**What you will do**
This task calls for copying every line of the records that includes the word "they".

**Records for this task**
------------------------------------------------

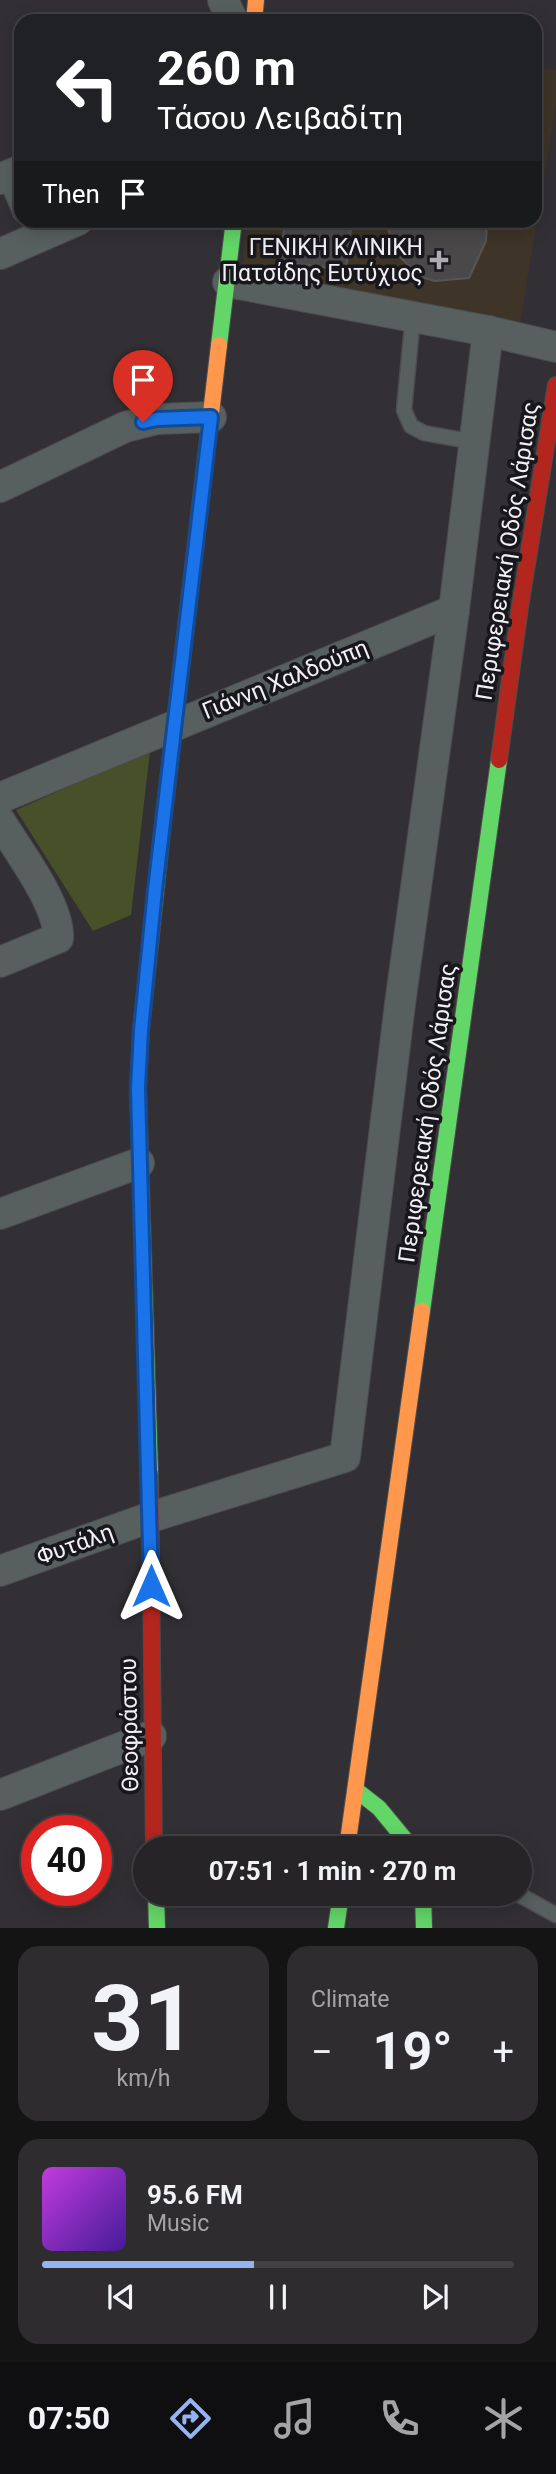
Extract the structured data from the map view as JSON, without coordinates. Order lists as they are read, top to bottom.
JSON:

------------------------------------------------

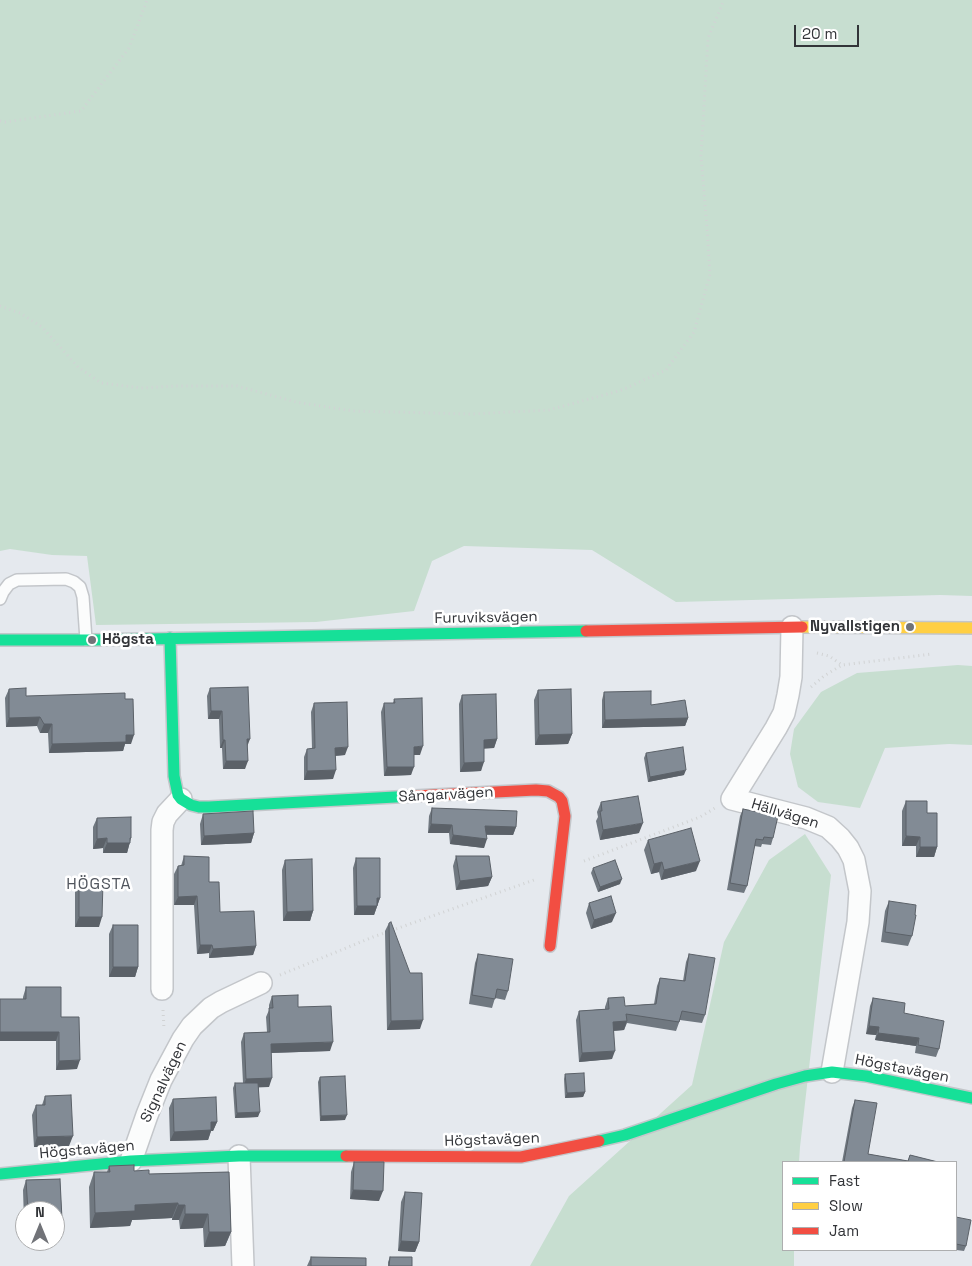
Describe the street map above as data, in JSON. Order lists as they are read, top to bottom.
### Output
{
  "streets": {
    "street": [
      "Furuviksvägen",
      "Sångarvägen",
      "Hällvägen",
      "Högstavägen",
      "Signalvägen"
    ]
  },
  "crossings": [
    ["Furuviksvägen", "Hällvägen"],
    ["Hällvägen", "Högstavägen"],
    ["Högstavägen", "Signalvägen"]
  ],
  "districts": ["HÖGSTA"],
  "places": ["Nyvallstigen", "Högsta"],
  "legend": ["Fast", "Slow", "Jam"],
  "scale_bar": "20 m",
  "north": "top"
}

------------------------------------------------

**Reply**
Extract the structured data from the map view as JSON, without coordinates. Order lists as they are read, top to bottom.
Describe the street map above as data, in JSON. Order lists as they are read, top to bottom.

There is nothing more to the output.